*** Opening of INFORMATION SHOWN ***
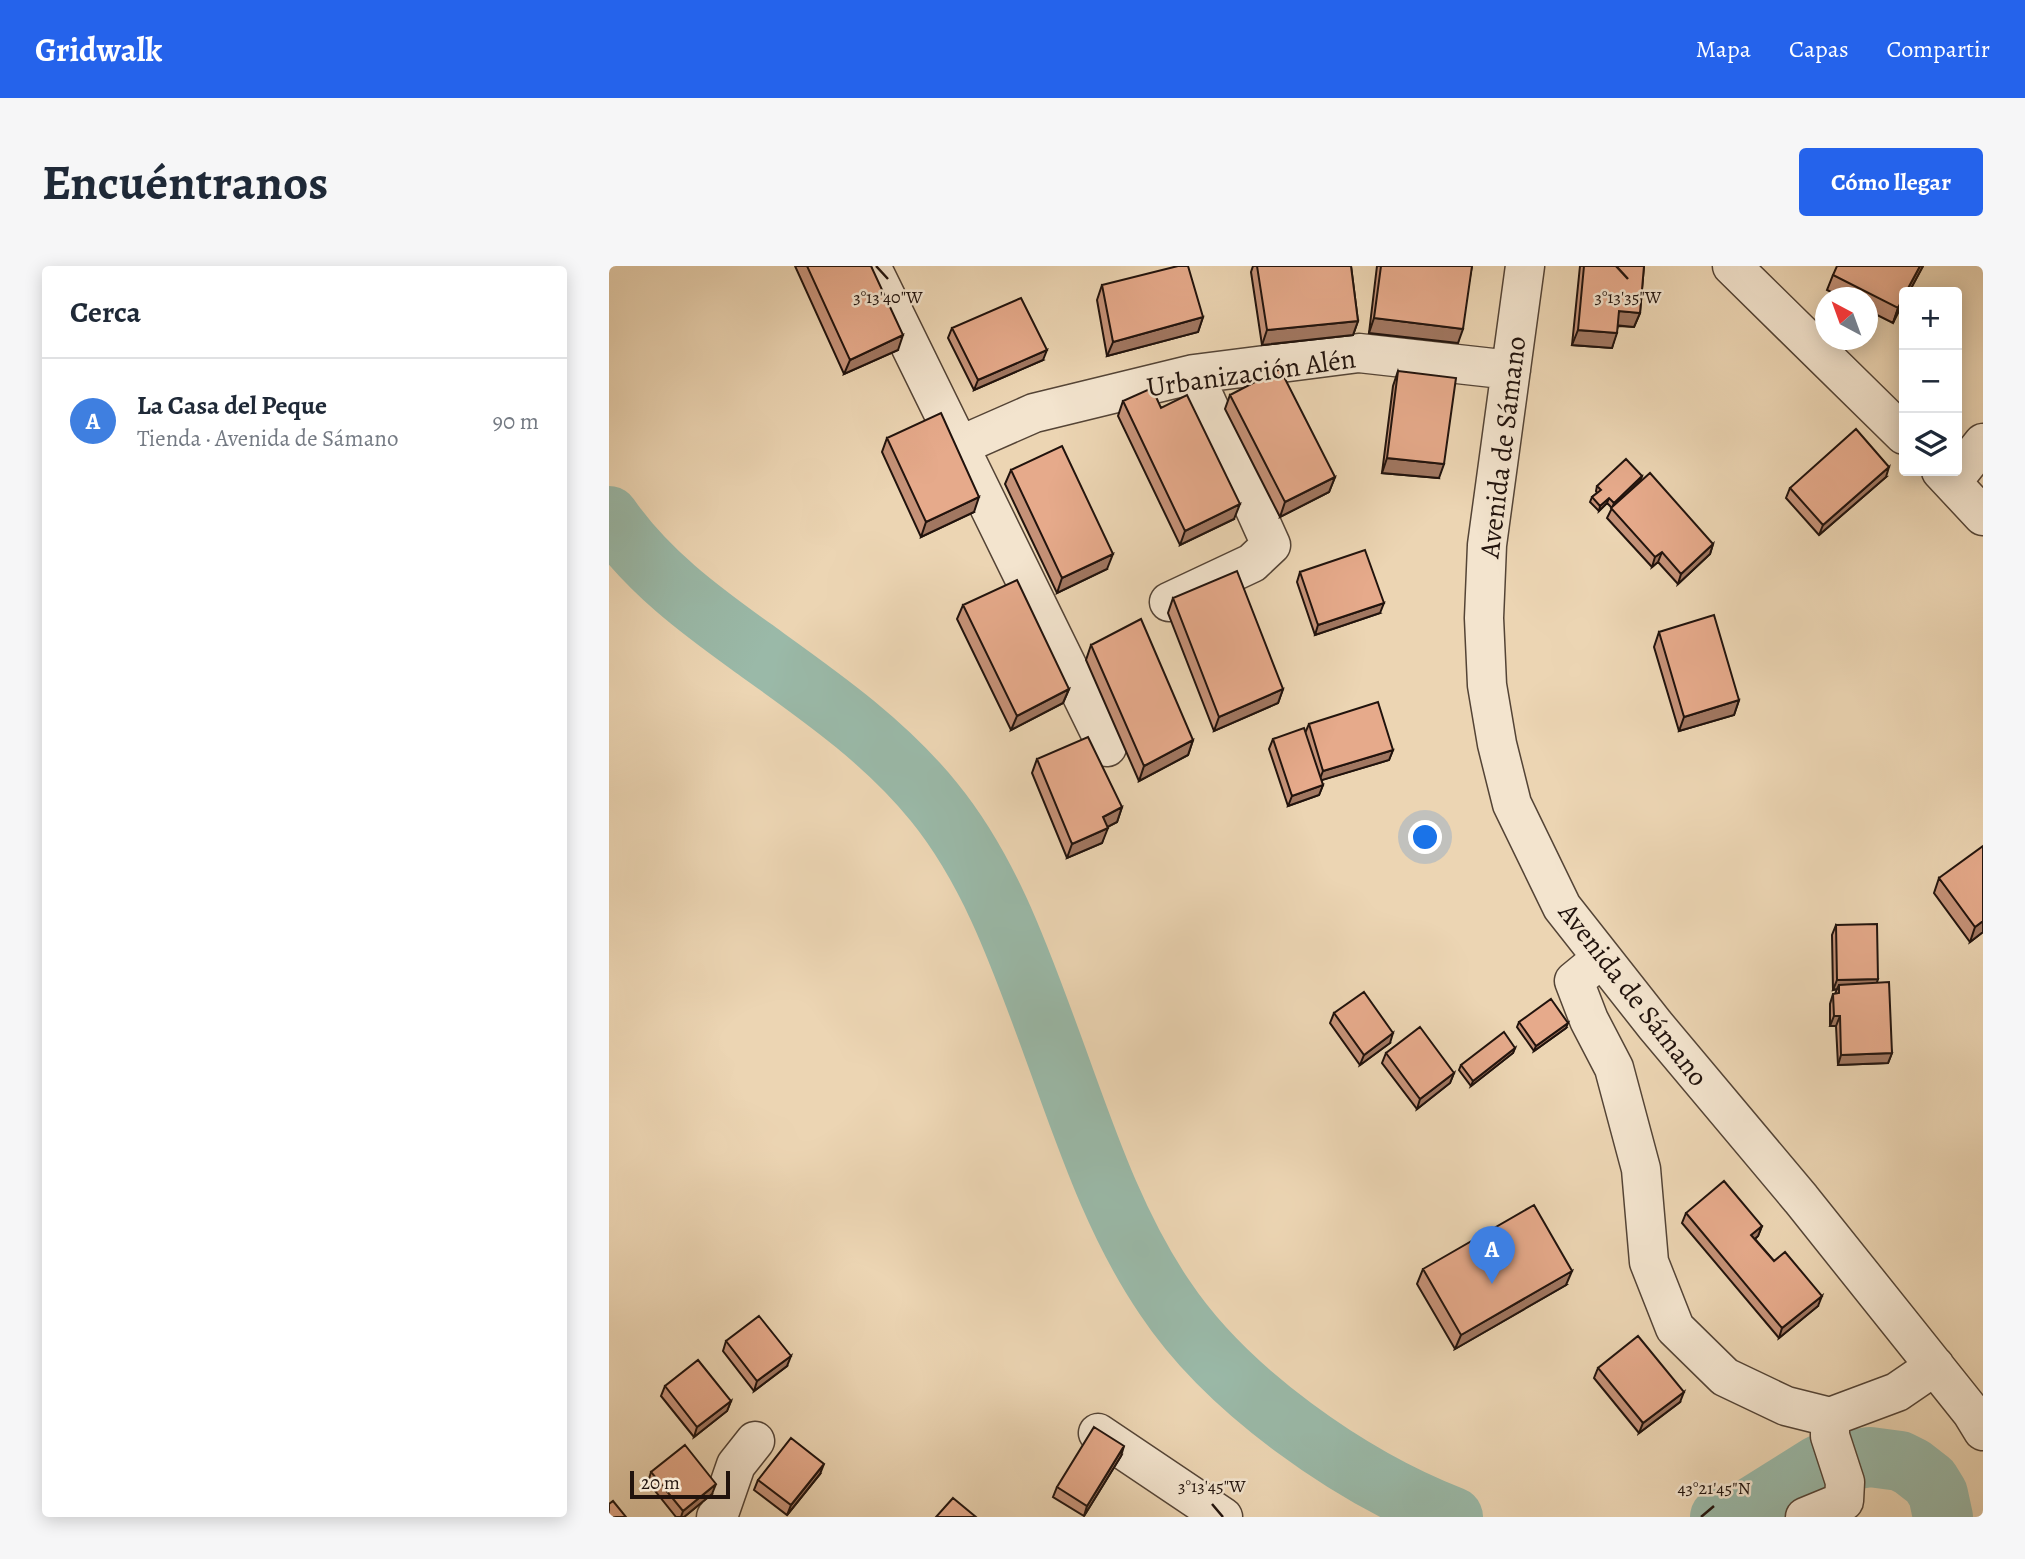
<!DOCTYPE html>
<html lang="es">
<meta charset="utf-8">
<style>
:root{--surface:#fff;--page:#f6f6f7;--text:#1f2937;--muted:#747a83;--line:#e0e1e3;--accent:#2563eb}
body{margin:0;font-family:Alegreya,serif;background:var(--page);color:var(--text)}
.controls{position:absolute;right:21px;top:21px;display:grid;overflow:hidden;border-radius:7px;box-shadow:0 4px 18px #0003}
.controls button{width:63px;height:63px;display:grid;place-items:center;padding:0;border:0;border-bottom:2px solid var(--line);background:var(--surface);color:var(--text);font:35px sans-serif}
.compass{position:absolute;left:1206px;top:21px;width:63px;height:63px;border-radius:50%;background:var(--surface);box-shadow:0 4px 18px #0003;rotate:319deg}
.scale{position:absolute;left:21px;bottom:18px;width:100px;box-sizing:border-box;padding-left:7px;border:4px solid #21130d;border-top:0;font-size:19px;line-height:24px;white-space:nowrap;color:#21130d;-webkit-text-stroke:5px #f3e4ce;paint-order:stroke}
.you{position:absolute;left:817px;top:572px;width:24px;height:24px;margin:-18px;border:5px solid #fff;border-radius:50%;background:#1a73e8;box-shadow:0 0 0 10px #1a73e833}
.badge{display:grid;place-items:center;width:46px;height:46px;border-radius:50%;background:var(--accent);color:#fff;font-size:23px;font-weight:700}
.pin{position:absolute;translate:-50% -58px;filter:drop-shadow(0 2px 4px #0008)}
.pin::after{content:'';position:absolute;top:37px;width:24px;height:21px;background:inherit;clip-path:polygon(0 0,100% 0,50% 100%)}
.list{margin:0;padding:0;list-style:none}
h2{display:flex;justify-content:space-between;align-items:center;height:91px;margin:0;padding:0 28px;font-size:30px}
h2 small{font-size:23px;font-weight:400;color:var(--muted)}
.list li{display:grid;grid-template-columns:46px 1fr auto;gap:21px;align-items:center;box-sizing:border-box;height:126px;padding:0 28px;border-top:2px solid var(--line)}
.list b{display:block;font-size:26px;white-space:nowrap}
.list p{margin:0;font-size:23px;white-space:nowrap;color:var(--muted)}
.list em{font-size:23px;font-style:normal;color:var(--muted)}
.icon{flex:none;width:38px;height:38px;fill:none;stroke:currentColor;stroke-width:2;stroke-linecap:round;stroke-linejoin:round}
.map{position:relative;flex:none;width:1374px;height:1251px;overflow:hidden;border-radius:7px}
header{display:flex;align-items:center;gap:42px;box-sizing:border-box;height:98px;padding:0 35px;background:var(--accent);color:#fff}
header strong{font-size:33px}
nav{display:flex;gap:38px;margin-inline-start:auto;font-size:24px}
.intro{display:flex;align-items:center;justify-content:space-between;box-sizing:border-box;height:168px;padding:0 42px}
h1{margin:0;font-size:49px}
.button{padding:18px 32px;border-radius:7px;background:var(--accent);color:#fff;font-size:24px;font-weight:700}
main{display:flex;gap:42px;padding:0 42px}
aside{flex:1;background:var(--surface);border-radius:7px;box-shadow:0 4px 18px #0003}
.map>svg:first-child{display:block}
</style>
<header>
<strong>Gridwalk</strong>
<nav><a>Mapa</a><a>Capas</a><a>Compartir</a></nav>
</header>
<div class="intro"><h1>Encuéntranos</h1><a class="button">Cómo llegar</a></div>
<main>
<aside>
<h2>Cerca<small></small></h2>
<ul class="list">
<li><span class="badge" style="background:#3f7fe0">A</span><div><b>La Casa del Peque</b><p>Tienda · Avenida de Sámano</p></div><em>90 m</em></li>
</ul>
</aside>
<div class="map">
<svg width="1374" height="1251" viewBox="0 0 1374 1251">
<rect width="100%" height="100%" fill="#ecd5b3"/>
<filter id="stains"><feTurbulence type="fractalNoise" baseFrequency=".00286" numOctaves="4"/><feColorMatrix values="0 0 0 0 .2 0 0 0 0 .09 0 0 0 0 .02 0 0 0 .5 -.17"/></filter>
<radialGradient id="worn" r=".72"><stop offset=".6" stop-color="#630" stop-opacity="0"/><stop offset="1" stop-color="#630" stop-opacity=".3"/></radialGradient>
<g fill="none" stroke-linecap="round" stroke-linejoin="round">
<!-- river -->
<path stroke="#9ab9a8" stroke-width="60" d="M 0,250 C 38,305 91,344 144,382 C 208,428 275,474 325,536 C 382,606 412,694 443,778 C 475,865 504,956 556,1032 C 618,1125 741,1211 844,1251
M 1111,1251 L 1135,1246 L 1210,1199 L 1261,1191 L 1291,1195 L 1303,1201 L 1321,1215 L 1329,1228 L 1334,1251"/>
<defs>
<path id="minor" d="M 262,0 L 498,481
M 916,0 L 878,279 L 875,352 L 878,419 L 888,478 L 903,538 L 953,641 L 1046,759 L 1192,933 L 1363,1147 L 1374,1165
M 1123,0 L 1295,169
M 350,180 L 425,147 L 585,108 L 750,87 L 902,104
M 1332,205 L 1374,250
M 1343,216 L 1374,177
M 560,336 L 643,297 L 662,279 L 585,108
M 993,692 L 965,715 L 980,754 L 1005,802 L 1032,903 L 1040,996 L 1066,1062 L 1116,1111 L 1177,1140 L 1221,1151 L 1288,1126 L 1326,1100
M 489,1167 L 614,1251
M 107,1251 L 110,1248 L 127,1199 L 146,1175
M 1196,1251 L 1235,1235 L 1236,1216 L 1221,1170 L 1221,1151"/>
</defs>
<!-- minor casing -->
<use href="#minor" stroke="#544436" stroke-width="41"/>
<!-- minor -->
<use href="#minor" stroke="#f3e4ce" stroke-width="38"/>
</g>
<!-- wall -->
<path fill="#c69278" stroke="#21130d" stroke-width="2" d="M 186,0 L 262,0 L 289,84 L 235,108 Z
M 644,0 L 742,0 L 749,55 L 744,69 L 653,79 L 642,6 Z
M 768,0 L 863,0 L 849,77 L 760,67 Z
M 971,0 L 1035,0 L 1031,47 L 1025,61 L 1009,60 L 1003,82 L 963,79 Z
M 1314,0 L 1300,26 L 1295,26 L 1284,57 L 1258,44 L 1258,32 L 1234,32 L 1218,24 L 1224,9 Z
M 493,19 L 594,51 L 589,66 L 498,90 L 488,34 Z
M 343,62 L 434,94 L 365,124 L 339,72 Z
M 789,105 L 830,212 L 773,207 L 784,120 Z
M 621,129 L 726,211 L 720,226 L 671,251 L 616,143 Z
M 514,135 L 552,142 L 625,253 L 571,279 L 509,150 Z
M 278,172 L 365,246 L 312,271 L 273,186 Z
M 402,204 L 498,303 L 448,327 L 396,218 Z
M 1033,210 L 1031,215 L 1010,235 L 1104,278 L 1101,288 L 1069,318 L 1049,296 L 1043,301 L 998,252 L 1003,242 L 998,237 L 990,245 L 981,236 L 983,231 L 988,227 L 987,225 L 988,220 Z
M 1277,211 L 1210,269 L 1177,232 L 1181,222 Z
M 691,306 L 771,347 L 706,369 L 688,316 Z
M 564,332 L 674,423 L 669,437 L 605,465 L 559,347 Z
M 354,339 L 460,423 L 454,437 L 402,464 L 348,353 Z
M 1050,366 L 1130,434 L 1125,449 L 1070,465 L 1045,381 Z
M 482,379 L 584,474 L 579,489 L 530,515 L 477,394 Z
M 700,458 L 784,484 L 780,494 L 712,514 L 714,519 L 710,529 L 679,540 L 660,483 L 664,473 L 696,467 Z
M 428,493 L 513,541 L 508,556 L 498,561 L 493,577 L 458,592 L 423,507 Z
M 1330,612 L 1374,666 L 1361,676 L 1325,627 Z
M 1227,659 L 1268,717 L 1283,787 L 1279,797 L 1229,799 L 1227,760 L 1221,760 L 1221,738 L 1224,728 L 1226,728 L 1228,723 L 1224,724 L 1223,669 Z
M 725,747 L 781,777 L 751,799 L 721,757 Z
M 910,756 L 957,762 L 925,785 L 908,761 Z
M 906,782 L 904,787 L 862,820 L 850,804 L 852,799 Z
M 777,787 L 845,807 L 841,817 L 808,843 L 773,797 Z
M 1077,947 L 1153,960 L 1149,970 L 1146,973 L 1165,995 L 1209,1040 L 1170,1072 L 1073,957 Z
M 814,1003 L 957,1019 L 846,1083 L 808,1018 Z
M 117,1075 L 178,1100 L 145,1125 L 114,1085 Z
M 989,1102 L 1071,1136 L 1030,1167 L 985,1112 Z
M 56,1120 L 122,1135 L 118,1145 L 85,1171 L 52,1130 Z
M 512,1190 L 475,1250 L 444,1231 L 448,1221 Z
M 42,1206 L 103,1228 L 75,1251 L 67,1251 L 39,1216 Z
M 211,1208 L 178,1249 L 145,1224 L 149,1214 Z"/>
<!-- shaded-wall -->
<path fill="#a17761" stroke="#21130d" stroke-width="2" d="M 1311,0 L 1314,0 L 1300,26 L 1297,26 Z
M 1295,30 L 1295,35 L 1284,57 L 1289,42 Z
M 1010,45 L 1031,47 L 1025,61 L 1005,59 Z
M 594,51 L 589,66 L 498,90 L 504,76 Z
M 765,52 L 854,63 L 849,77 L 760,67 Z
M 749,55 L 744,69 L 653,79 L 658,64 Z
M 969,64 L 1008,67 L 1003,82 L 963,79 Z
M 294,69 L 289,84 L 235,108 L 241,94 Z
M 438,84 L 434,94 L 365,124 L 369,114 Z
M 778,192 L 835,198 L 830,212 L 773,207 Z
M 1280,201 L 1277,211 L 1210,269 L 1214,259 Z
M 1033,210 L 1031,215 L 1003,242 L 1005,237 Z
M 726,211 L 720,226 L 671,251 L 676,236 Z
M 370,231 L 365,246 L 312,271 L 317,256 Z
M 1000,232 L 998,237 L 990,245 L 991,240 Z
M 631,238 L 625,253 L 571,279 L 576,265 Z
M 1104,278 L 1101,288 L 1069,318 L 1072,308 Z
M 1053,286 L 1049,296 L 1043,301 L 1046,291 Z
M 504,288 L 498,303 L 448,327 L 453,312 Z
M 775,337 L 771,347 L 706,369 L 709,359 Z
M 460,423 L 454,437 L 402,464 L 408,450 Z
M 674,423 L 669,437 L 605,465 L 610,451 Z
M 1130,434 L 1125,449 L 1070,465 L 1075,451 Z
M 584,474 L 579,489 L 530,515 L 535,500 Z
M 784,484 L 780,494 L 710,515 L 714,505 Z
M 714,519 L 710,529 L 679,540 L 683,530 Z
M 513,541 L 508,556 L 489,566 L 494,551 Z
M 499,562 L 493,577 L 458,592 L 463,578 Z
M 1374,655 L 1374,666 L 1361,676 L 1366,661 Z
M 1269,713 L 1266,723 L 1230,719 L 1228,723 L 1224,724 L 1228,714 Z
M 1225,750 L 1231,750 L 1227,760 L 1221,760 Z
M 959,757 L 957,762 L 925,785 L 927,780 Z
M 784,767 L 781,777 L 751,799 L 755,789 Z
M 906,782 L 904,787 L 862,820 L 864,815 Z
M 1283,787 L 1279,797 L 1229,799 L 1232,789 Z
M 845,807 L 841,817 L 808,843 L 811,833 Z
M 1153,960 L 1149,970 L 1139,979 L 1142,969 Z
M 963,1005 L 957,1019 L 846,1083 L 852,1069 Z
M 1213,1030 L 1209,1040 L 1170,1072 L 1173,1062 Z
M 182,1090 L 178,1100 L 145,1125 L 148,1115 Z
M 1075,1126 L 1071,1136 L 1030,1167 L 1034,1157 Z
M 122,1135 L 118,1145 L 85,1171 L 88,1161 Z
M 515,1180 L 512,1190 L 475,1250 L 478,1240 Z
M 215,1198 L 211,1208 L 178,1249 L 182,1239 Z
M 107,1218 L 103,1228 L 75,1251 L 72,1251 L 74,1245 Z"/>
<!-- building -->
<path fill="#e6aa8b" stroke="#21130d" stroke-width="2" d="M 198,0 L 262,0 L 294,69 L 241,94 Z
M 569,0 L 579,0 L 594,51 L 504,76 L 493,19 Z
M 648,0 L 742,0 L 749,55 L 658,64 Z
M 772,0 L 863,0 L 854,63 L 765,52 Z
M 975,0 L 1035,0 L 1031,47 L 1010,45 L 1008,67 L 969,64 Z
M 1228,0 L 1311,0 L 1297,26 L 1295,26 L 1295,30 L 1289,42 L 1224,9 Z
M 412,32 L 438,84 L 369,114 L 343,62 Z
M 671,103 L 726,211 L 676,236 L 621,129 Z
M 789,105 L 847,112 L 835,198 L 778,192 Z
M 543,122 L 552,142 L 578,129 L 631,238 L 576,265 L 514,135 Z
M 332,147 L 370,231 L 317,256 L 278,172 Z
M 1247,163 L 1280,201 L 1214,259 L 1181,222 Z
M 453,180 L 504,288 L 453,312 L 402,204 Z
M 1017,193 L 1033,210 L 1005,237 L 1000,232 L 991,240 L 983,231 L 992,224 L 988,220 Z
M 1041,207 L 1104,278 L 1072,308 L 1053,286 L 1046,291 L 1002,242 Z
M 756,284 L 775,337 L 709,359 L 691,306 Z
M 628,305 L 674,423 L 610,451 L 564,332 Z
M 408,314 L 460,423 L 408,450 L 354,339 Z
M 1105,349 L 1130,434 L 1075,451 L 1050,366 Z
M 532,353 L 584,474 L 535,500 L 482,379 Z
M 769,436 L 784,484 L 714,505 L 700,458 Z
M 695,462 L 714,519 L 683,530 L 664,473 Z
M 479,471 L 513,541 L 494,551 L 499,562 L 463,578 L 428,493 Z
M 1374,580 L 1374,655 L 1366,661 L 1330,612 Z
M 1268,658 L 1269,713 L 1228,714 L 1227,659 Z
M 1280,716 L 1283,787 L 1232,789 L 1231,750 L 1225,750 L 1224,728 L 1230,727 L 1230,719 Z
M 755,726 L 784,767 L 755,789 L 725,747 Z
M 942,733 L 959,757 L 927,780 L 910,756 Z
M 811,761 L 845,807 L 811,833 L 777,787 Z
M 895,766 L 906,782 L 864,815 L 852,799 Z
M 1115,915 L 1153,960 L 1142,969 L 1165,995 L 1176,986 L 1213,1030 L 1173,1062 L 1077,947 Z
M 925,939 L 963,1005 L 852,1069 L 814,1003 Z
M 150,1050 L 182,1090 L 148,1115 L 117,1075 Z
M 1029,1070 L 1075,1126 L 1034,1157 L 989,1102 Z
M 89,1094 L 122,1135 L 88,1161 L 56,1120 Z
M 485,1161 L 515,1180 L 478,1240 L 448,1221 Z
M 182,1172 L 215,1198 L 182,1239 L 149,1214 Z
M 76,1179 L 107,1218 L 74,1245 L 42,1206 Z
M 344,1232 L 367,1251 L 327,1251 Z
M 4,1235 L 17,1251 L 0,1251 L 0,1238 Z"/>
<!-- ticks -->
<path fill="none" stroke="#21130d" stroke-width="2.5" d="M 267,0 L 279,13M 1007,0 L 1019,13M 603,1238 L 614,1251M 1092,1251 L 1105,1240"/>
<g text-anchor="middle" stroke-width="5" stroke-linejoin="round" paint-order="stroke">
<!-- street labels -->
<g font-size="28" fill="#21130d" stroke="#f3e4ce">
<text transform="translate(642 106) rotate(-8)" y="10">Urbanización Alén</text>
<text transform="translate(893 181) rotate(-83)" y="10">Avenida de Sámano</text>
<text transform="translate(1025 728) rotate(52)" y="10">Avenida de Sámano</text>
</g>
</g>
<g font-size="18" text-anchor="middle" fill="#21130d" stroke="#f3e4ce" stroke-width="5" stroke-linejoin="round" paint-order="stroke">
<text x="279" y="37">3°13'40"W</text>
<text x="1019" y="37">3°13'35"W</text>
<text x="603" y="1226">3°13'45"W</text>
<text x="1105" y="1228">43°21'45"N</text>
</g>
<rect width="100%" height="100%" filter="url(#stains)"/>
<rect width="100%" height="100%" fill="url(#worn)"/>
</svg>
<div class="controls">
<button>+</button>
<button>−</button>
<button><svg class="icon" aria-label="layers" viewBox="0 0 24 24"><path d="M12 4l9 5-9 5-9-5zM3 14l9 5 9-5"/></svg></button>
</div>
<svg class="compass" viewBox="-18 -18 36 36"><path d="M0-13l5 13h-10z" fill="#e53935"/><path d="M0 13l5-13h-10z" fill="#747a83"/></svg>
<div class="scale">20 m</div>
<div class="you"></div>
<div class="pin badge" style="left:883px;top:1018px;background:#3f7fe0">A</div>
</div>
</main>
*** Close of INFORMATION SHOWN ***
Look over the material above and report each line holding "controls".

OUTPUT FOR THIS EXERCISE:
.controls{position:absolute;right:21px;top:21px;display:grid;overflow:hidden;border-radius:7px;box-shadow:0 4px 18px #0003}
.controls button{width:63px;height:63px;display:grid;place-items:center;padding:0;border:0;border-bottom:2px solid var(--line);background:var(--surface);color:var(--text);font:35px sans-serif}
<div class="controls">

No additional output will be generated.